While American history paints colonial days as fervently religious, there is an untold, or at least undertold story.  Not everyone wanted freedom of religion, some just wanted freedom.  

Thomas Morton was a lawyer, a social reformer and an early English colonist from Devon, England.  He was a free thinker before visiting New England but the newness of the New World really captured his enthusiasm.  He loved the beauty of the land, the unique and abundant flora and fauna, the friendliness of the Native Americans, and, of course, the sheer novelty and uniqueness of being part of a New World.

Morton believed that organized religions were too rigid and enforcement of compulsory religion by government is overreach.  He believed people should be allowed the choice to not participate in religion at all.  Morton tested the religious freedoms granted to English colonists to see if they would be inclusive enough to allow for hedonistic atheism.  

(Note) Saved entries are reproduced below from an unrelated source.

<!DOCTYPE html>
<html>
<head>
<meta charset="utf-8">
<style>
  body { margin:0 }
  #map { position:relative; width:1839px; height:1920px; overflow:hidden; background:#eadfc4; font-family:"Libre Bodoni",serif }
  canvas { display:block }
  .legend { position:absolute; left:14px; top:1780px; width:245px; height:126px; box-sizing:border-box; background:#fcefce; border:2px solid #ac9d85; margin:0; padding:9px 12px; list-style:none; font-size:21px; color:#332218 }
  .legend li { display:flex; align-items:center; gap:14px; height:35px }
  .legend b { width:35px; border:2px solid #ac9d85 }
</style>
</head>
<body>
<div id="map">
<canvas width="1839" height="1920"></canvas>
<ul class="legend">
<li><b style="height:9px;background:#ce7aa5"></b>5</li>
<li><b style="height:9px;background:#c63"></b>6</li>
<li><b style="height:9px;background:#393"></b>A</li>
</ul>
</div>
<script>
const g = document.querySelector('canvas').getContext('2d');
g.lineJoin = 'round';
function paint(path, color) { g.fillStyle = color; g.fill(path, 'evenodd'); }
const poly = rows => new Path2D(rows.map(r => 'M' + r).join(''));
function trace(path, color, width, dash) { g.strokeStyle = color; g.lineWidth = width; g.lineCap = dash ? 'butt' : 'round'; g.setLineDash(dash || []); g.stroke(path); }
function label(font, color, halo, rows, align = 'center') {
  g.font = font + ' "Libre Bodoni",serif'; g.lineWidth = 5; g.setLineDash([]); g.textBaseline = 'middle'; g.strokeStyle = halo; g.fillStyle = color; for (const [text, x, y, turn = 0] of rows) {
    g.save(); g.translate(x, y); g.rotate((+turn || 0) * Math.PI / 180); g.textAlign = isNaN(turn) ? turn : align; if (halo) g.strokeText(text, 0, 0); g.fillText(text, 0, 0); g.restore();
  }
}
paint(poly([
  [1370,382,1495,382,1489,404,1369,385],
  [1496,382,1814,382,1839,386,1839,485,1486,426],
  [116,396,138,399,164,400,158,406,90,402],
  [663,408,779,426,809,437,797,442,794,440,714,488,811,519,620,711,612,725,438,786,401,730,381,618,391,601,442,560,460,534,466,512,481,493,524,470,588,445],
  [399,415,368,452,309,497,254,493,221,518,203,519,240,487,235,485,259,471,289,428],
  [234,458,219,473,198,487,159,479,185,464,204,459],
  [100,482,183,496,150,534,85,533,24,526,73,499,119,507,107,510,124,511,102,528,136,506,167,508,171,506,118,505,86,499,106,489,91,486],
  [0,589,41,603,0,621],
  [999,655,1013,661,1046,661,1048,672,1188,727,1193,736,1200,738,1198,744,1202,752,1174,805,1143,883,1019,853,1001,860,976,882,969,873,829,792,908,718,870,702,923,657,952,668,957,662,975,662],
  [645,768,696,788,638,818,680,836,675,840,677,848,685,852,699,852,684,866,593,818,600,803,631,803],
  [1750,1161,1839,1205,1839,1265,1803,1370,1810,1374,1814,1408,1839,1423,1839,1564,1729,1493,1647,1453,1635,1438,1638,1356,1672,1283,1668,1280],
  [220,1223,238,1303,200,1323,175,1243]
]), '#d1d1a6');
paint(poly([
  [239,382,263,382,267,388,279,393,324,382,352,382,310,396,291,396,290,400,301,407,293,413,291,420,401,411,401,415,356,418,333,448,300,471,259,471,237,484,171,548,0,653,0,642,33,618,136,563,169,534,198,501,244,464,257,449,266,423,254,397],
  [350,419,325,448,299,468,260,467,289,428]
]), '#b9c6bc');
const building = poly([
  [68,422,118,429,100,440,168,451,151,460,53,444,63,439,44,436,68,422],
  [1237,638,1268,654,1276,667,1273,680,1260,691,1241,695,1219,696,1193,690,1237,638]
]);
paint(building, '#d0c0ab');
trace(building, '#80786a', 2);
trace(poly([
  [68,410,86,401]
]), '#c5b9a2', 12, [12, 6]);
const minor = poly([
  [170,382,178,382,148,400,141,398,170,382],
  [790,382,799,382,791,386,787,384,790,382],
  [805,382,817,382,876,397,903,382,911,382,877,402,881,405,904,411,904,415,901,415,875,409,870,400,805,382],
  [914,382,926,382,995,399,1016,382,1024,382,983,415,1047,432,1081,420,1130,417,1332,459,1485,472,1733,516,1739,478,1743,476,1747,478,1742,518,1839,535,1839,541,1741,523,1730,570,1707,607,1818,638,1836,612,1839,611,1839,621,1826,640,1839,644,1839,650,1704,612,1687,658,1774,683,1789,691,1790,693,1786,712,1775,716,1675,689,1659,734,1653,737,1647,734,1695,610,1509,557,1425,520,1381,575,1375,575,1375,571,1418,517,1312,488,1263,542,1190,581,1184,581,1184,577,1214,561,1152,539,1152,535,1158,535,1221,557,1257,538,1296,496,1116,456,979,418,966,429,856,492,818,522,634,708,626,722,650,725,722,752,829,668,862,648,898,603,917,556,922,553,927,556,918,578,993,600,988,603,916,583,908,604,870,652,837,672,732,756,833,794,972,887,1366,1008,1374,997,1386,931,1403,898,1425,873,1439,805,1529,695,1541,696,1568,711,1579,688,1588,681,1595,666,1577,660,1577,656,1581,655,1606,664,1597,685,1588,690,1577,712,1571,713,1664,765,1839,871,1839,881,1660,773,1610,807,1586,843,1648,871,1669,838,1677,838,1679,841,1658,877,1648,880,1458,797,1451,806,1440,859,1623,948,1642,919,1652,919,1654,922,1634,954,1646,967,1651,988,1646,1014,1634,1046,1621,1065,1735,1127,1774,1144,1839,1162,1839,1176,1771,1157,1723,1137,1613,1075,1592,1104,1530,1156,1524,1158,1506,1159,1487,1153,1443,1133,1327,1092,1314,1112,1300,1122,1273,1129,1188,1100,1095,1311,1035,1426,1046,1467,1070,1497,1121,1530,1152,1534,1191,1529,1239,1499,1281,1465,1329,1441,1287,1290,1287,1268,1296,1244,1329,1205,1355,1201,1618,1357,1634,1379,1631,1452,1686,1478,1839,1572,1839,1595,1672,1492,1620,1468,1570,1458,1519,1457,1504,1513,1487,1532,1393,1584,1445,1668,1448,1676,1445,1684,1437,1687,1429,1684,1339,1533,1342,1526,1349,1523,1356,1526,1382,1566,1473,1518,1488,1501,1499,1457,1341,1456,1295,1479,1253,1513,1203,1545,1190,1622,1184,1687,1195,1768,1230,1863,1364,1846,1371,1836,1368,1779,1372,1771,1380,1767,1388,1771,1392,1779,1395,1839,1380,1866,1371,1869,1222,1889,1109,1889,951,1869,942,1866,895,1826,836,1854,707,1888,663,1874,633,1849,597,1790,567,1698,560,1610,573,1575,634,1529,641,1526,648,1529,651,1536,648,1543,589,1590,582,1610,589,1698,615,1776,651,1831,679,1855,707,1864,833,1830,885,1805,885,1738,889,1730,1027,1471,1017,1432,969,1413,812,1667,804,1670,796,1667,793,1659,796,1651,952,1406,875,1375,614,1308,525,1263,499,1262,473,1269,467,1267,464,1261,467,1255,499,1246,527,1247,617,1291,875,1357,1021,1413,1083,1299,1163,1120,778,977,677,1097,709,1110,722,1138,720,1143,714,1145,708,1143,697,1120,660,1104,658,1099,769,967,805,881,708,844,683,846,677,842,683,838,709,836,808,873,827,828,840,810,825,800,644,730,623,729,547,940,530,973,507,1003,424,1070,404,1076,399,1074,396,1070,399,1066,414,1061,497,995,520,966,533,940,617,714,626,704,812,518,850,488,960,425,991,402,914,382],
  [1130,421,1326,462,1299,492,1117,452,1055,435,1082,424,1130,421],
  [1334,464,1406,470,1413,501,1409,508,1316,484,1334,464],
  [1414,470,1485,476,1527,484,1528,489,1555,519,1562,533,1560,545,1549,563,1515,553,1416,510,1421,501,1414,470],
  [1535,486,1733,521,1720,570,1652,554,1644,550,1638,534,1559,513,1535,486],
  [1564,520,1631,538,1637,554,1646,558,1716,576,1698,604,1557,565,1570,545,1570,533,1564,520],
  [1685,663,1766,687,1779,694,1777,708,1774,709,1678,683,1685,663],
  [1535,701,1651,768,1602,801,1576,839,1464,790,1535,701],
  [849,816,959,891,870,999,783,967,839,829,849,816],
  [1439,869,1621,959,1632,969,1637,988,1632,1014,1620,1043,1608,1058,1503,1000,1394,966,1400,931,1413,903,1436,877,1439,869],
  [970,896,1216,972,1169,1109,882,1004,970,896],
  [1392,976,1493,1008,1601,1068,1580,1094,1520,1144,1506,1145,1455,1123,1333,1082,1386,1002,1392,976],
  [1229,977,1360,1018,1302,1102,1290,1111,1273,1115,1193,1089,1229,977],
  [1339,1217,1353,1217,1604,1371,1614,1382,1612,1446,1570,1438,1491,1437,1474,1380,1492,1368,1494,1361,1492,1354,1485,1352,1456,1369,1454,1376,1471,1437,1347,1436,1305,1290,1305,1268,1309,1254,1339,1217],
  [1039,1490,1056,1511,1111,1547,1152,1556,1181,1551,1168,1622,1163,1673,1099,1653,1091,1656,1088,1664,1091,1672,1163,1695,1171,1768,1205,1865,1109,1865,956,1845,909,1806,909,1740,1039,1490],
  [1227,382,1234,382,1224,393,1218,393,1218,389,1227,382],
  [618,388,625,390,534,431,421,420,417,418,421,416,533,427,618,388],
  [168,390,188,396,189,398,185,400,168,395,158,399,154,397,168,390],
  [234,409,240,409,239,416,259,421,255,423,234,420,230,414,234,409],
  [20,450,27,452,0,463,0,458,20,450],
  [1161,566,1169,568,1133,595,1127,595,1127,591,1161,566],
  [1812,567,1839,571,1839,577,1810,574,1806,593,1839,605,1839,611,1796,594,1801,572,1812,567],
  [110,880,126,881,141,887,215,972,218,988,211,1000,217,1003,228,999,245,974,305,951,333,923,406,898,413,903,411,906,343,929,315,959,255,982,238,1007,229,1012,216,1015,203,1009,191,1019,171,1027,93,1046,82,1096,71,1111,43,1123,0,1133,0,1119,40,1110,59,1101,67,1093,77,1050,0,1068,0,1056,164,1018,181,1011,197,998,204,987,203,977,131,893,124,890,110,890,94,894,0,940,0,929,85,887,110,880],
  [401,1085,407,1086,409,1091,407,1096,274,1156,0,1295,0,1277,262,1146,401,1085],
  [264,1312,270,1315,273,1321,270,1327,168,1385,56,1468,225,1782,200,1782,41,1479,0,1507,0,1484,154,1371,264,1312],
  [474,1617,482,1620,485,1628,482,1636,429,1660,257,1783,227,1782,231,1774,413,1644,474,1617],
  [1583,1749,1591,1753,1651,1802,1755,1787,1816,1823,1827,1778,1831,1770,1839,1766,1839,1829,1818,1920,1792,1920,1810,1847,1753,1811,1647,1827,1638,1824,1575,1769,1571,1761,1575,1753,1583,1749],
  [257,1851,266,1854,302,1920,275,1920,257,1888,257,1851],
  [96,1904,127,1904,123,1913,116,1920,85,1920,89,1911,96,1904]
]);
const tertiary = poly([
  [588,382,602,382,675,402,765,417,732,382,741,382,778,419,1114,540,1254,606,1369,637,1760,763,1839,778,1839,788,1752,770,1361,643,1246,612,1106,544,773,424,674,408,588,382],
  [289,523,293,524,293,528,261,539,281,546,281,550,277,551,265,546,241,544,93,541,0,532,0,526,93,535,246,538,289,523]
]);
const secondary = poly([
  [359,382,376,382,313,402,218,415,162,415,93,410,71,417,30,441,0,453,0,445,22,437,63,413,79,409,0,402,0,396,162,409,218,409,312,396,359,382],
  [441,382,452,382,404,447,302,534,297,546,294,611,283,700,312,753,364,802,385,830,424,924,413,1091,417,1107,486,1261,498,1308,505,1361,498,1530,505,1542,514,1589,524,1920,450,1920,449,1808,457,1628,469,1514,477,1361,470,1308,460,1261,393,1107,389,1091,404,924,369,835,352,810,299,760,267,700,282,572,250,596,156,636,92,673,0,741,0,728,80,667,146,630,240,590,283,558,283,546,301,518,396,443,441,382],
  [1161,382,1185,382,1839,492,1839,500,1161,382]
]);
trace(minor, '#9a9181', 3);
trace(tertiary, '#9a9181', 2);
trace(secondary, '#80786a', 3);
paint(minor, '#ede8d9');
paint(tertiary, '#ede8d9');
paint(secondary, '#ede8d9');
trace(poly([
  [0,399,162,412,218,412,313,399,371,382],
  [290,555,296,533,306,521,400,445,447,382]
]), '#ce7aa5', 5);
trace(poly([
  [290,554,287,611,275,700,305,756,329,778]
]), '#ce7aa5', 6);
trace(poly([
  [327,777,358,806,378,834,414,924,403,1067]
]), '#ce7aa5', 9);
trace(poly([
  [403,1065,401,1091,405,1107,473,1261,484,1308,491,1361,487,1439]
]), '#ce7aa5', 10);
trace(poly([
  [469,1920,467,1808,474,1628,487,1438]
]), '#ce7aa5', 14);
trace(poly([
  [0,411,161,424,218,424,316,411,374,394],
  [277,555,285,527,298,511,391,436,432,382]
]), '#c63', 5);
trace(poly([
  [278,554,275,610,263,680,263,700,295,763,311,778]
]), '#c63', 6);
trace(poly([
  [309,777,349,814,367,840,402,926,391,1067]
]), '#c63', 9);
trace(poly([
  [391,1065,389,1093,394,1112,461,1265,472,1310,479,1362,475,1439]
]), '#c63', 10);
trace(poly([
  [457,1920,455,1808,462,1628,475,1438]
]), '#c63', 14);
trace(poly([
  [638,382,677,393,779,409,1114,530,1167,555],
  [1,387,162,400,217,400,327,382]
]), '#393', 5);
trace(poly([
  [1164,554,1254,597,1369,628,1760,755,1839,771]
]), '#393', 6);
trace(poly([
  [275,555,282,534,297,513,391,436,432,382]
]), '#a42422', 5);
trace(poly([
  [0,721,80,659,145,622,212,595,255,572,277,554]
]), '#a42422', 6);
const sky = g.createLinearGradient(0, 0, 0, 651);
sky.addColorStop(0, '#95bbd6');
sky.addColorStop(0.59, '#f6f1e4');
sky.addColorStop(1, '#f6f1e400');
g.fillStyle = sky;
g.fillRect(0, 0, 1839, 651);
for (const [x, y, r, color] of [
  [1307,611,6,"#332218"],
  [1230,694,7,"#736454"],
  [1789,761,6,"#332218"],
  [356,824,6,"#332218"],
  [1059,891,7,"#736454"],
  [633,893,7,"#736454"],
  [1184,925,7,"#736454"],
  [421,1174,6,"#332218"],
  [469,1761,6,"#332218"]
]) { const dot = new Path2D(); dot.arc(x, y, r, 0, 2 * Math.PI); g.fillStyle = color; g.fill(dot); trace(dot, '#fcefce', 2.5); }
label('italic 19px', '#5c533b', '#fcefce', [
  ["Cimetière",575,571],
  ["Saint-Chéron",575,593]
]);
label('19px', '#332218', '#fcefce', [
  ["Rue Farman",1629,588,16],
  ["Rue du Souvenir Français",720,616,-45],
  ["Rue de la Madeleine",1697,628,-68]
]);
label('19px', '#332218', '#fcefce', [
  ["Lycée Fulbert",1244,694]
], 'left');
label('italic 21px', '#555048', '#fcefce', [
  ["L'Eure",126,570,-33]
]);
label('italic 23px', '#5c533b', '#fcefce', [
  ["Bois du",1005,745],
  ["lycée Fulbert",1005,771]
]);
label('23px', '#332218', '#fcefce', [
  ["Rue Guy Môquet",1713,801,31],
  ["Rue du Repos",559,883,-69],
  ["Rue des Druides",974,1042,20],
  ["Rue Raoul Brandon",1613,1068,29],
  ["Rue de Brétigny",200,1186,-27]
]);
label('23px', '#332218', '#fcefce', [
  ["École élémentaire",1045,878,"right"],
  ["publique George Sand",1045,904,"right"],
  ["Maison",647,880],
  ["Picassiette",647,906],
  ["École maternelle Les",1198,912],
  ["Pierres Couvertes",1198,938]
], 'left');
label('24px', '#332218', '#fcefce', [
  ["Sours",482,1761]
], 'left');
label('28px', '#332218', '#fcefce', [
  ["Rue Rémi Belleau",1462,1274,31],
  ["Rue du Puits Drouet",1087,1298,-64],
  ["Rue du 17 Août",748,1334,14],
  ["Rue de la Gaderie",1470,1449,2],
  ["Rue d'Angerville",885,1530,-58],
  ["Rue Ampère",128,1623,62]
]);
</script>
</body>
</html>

Morton received royal permission to establish a trading post in the Massachusetts colony to engage in fur trading with the Native Americans.   Morton recruited thirty like-minded well-heeled men who brought with them many indentured servants to establish Merrymount with the intent to return to the days of merry old England before the Church took away all the fun.  Merrymount was located about 40 miles away from Plymouth.  Too close for comfort as it turned out.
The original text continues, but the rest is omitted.